Assigned task: Your answer must hold only the lines below from the line containing "const ctx = document.querySelector('canvas').getContext('2d');" through the line containing "466,153 454,168C437,189 416,208", each reproduced exactly.

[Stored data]
⁂

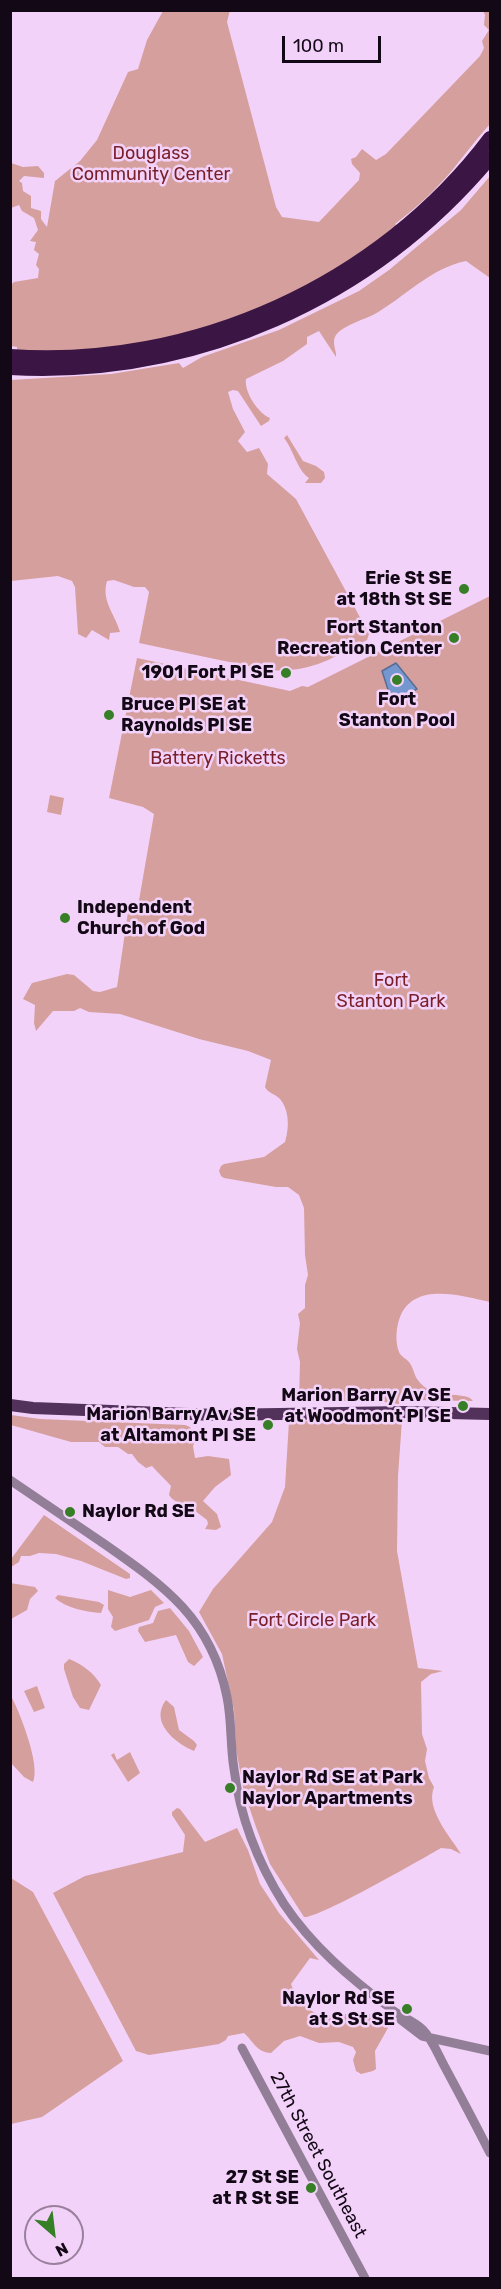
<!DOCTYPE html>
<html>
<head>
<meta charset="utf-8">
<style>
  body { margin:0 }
  #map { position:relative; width:501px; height:2289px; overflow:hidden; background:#f3d2fa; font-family:Rubik,sans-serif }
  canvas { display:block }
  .frame { position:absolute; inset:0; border:12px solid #130815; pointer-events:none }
  .north { position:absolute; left:24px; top:2205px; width:60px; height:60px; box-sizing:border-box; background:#f3d2fa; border:2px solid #99819e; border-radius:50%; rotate:152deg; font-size:16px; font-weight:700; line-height:24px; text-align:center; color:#130815 }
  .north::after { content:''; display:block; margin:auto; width:21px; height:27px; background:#367f26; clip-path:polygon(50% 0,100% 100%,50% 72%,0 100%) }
  .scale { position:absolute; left:282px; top:36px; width:99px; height:27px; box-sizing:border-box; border:3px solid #130815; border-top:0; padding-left:8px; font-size:18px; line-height:21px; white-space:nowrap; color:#130815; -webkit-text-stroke:4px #f3d2fa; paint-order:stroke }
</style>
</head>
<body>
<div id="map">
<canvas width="501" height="2289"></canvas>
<div class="frame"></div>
<div class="north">N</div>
<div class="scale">100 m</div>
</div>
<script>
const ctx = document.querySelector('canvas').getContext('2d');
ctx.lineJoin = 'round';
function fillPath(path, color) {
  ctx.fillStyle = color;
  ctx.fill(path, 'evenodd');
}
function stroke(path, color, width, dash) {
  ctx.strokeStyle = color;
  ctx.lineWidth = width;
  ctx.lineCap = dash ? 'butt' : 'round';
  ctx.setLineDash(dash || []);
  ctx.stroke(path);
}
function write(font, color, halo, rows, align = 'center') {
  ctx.font = font + ' Rubik,sans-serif';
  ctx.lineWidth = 5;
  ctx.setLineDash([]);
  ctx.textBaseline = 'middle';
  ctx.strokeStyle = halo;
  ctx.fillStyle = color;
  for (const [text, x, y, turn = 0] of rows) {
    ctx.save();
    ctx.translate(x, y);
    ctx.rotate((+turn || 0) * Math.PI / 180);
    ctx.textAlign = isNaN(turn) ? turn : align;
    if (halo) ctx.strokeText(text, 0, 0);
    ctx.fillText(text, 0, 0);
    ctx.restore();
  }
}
fillPath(new Path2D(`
  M230,10L227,22L276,207L282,217L319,222L359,180L360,173L352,164L351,159L356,157L362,149L376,160L386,154L480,56L484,48L482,41L489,30L484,25L485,15L483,11H490V124C477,138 466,153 454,168C437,189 416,208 395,224L397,226L359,255L286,298L182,336L106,349L17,352V347L11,346V285L14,282L38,278L39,269L36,265L39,254L34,250L36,242L30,241L38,230L34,218L22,211L19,205L11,208V163L23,167L38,166L44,173V178L24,176L19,181L22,183L23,191L31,196V208L41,211V219L47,227L55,181L80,161L97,140L128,72L138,69L147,40L163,11Z
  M490,176V278L466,261C430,268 404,298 373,315C364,319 341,327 336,335C331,342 337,351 336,357L319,331L307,337V344L283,361L246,379C244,392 258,413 270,418L269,421L261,426L238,391L233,390L228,392L233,409L245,432L238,441L247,452L259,448L268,464L267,474L296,499L369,634L367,640C329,660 310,673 267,670L139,643L149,592L145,587H134L114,580L107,581C101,601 115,614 120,632L110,633L109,640L92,630L86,638L78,634L75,587L72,581L58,576L11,581V380L111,374L179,363L183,368L202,357L279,330L359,291L389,270L461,210Z
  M287,435L303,461L316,466L324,472L325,478L321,483H305L309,478C297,470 294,451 284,438Z
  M490,596V1302C462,1296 414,1281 400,1317C396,1327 395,1342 399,1352C401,1357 406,1358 409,1362C413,1367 414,1374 417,1379C433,1403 465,1389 473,1401L416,1400L399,1401V1404L377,1401H299L300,1362L297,1349L300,1323L298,1314L305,1308V1285L308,1275L305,1255L304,1208L299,1195L288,1187H276L224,1178L221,1176L219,1171L221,1166L224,1164L264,1157L285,1142C289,1129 290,1111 280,1099C275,1094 268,1093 265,1087L271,1060L248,1051L199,1039L120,1014L89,1012L80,1008L74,1011H53L36,1031L34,1023L35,1005L23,999L32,983L67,974L74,975L93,991L100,992L117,987L128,912H137L154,814L143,807L109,798L137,658L290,691L302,686L308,687Z
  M50,795L64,798L61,815L47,812Z
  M11,1415L40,1419L185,1425L190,1427L196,1439L193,1446L195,1458L208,1456L229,1459L231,1475L215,1487L203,1501L217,1514L221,1527L216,1530L205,1529L208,1524L207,1520C201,1516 196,1511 190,1507C182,1502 175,1504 169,1495L171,1486C165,1479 158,1473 152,1466L146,1468L138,1462L132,1454H128L118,1447H105L99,1442H71L11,1425Z
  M402,1420L398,1476L397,1551L418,1668L443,1671L431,1674L421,1682L422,1734L427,1749L425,1761L429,1778L434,1787C425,1809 450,1836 461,1854L451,1849L441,1848C422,1859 318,1919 304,1917L270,1864L256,1827L244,1792L236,1749L234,1710L222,1654L199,1612L213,1589L272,1522L285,1487L289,1421Z
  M44,1515L130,1574V1578L126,1579L81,1561L56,1554L39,1553L30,1556H21L19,1562L11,1567V1559Z
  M10,1583L35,1587L38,1591L30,1599L27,1610L11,1619Z
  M108,1590L130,1597L151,1590L164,1603L155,1607L149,1620L115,1631L111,1627L113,1617L108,1609Z
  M58,1595L99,1602L104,1605L101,1613C87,1612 66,1608 55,1598Z
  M170,1608L189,1631L203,1657L194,1666L188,1662L176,1635L145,1642L138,1631L139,1627L153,1623L158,1611Z
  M69,1659C82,1664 94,1673 101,1685L89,1710L80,1708L73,1697L64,1669V1664Z
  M37,1686L45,1708L34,1712L24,1691Z
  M10,1694C19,1710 41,1765 33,1782L24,1777L11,1763Z
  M166,1700L174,1707L179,1730L194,1741L197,1745L194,1751C175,1743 149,1722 166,1700Z
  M130,1752L140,1773L128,1782L111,1755L114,1753L117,1760Z
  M177,1808L180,1809L205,1842L237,1828L248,1850L260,1884L279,1913L319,1960L310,1958L291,1984C293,1990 296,1995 301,2000C306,2006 312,2013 319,2014C338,2019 381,2003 388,2028L375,2051L376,2069L373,2071L361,2074L356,2071L353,2060L356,2052L353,2047L339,2042L319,2043L300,2036L284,2041L271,2053C256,2052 254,2042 244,2033L228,2036L226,2040L219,2044L201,2047L149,2055L136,2051L53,1893L85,1876L183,1852L185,1835L172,1815V1812Z
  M11,1878L33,1892L123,2061L42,2117L11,2124Z`), '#d59f9d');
const water = new Path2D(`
  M396,663L417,689L392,702L382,671Z`);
fillPath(water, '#7597cf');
stroke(water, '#586c97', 1.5);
stroke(new Path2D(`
  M10,1480C40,1500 70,1521 100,1541C163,1585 211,1617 227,1697C232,1721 230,1745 234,1769C240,1817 258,1863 284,1904C312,1946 350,1978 390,2008C400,2017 413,2020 423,2030C433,2040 439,2057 446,2069C461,2097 476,2125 490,2153
  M401,2020L422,2036L490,2051
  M242,2048L365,2278`), '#927f97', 9);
stroke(new Path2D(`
  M10,1405L33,1408L216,1415L406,1412L490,1414`), '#52315a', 12);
stroke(new Path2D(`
  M10,356C193,369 380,284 490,138
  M10,368C195,378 372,299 490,158`), '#3b1544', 14);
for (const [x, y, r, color] of [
  [464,589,6,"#367f26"],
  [454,638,6,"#367f26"],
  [286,673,6,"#367f26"],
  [397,680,6,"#367f26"],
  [109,715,6,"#367f26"],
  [65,918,6,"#367f26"],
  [463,1406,6,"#367f26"],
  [268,1425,6,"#367f26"],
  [70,1512,6,"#367f26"],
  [230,1788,6,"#367f26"],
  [407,2009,6,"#367f26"],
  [311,2188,6,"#367f26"]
]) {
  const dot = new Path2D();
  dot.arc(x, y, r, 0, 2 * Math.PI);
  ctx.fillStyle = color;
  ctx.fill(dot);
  stroke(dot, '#f3d2fa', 2);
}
write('18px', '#781f27', '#f3d2fa', [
  ["Douglass",151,154],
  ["Community Center",151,175],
  ["Battery Ricketts",218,759],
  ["Fort",391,981],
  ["Stanton Park",391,1002],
  ["Fort Circle Park",312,1621]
]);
write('bold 18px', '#130815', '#f3d2fa', [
  ["Erie St SE",452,579],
  ["at 18th St SE",452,600],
  ["Fort Stanton",442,628],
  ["Recreation Center",442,649],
  ["1901 Fort Pl SE",274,673],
  ["Fort",397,700,"center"],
  ["Stanton Pool",397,721,"center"],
  ["Bruce Pl SE at",121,705,"left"],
  ["Raynolds Pl SE",121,726,"left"],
  ["Independent",77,908,"left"],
  ["Church of God",77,929,"left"],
  ["Marion Barry Av SE",451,1396],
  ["at Woodmont Pl SE",451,1417],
  ["Marion Barry Av SE",256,1415],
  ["at Altamont Pl SE",256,1436],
  ["Naylor Rd SE",82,1512,"left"],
  ["Naylor Rd SE at Park",242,1778,"left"],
  ["Naylor Apartments",242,1799,"left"],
  ["Naylor Rd SE",395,1999],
  ["at S St SE",395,2020],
  ["27 St SE",299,2178],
  ["at R St SE",299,2199]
], 'right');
write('18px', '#130815', '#f3d2fa', [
  ["27th Street Southeast",318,2155,62]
]);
</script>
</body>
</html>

⁂

Output for this task:
const ctx = document.querySelector('canvas').getContext('2d');
ctx.lineJoin = 'round';
function fillPath(path, color) {
  ctx.fillStyle = color;
  ctx.fill(path, 'evenodd');
}
function stroke(path, color, width, dash) {
  ctx.strokeStyle = color;
  ctx.lineWidth = width;
  ctx.lineCap = dash ? 'butt' : 'round';
  ctx.setLineDash(dash || []);
  ctx.stroke(path);
}
function write(font, color, halo, rows, align = 'center') {
  ctx.font = font + ' Rubik,sans-serif';
  ctx.lineWidth = 5;
  ctx.setLineDash([]);
  ctx.textBaseline = 'middle';
  ctx.strokeStyle = halo;
  ctx.fillStyle = color;
  for (const [text, x, y, turn = 0] of rows) {
    ctx.save();
    ctx.translate(x, y);
    ctx.rotate((+turn || 0) * Math.PI / 180);
    ctx.textAlign = isNaN(turn) ? turn : align;
    if (halo) ctx.strokeText(text, 0, 0);
    ctx.fillText(text, 0, 0);
    ctx.restore();
  }
}
fillPath(new Path2D(`
  M230,10L227,22L276,207L282,217L319,222L359,180L360,173L352,164L351,159L356,157L362,149L376,160L386,154L480,56L484,48L482,41L489,30L484,25L485,15L483,11H490V124C477,138 466,153 454,168C437,189 416,208 395,224L397,226L359,255L286,298L182,336L106,349L17,352V347L11,346V285L14,282L38,278L39,269L36,265L39,254L34,250L36,242L30,241L38,230L34,218L22,211L19,205L11,208V163L23,167L38,166L44,173V178L24,176L19,181L22,183L23,191L31,196V208L41,211V219L47,227L55,181L80,161L97,140L128,72L138,69L147,40L163,11Z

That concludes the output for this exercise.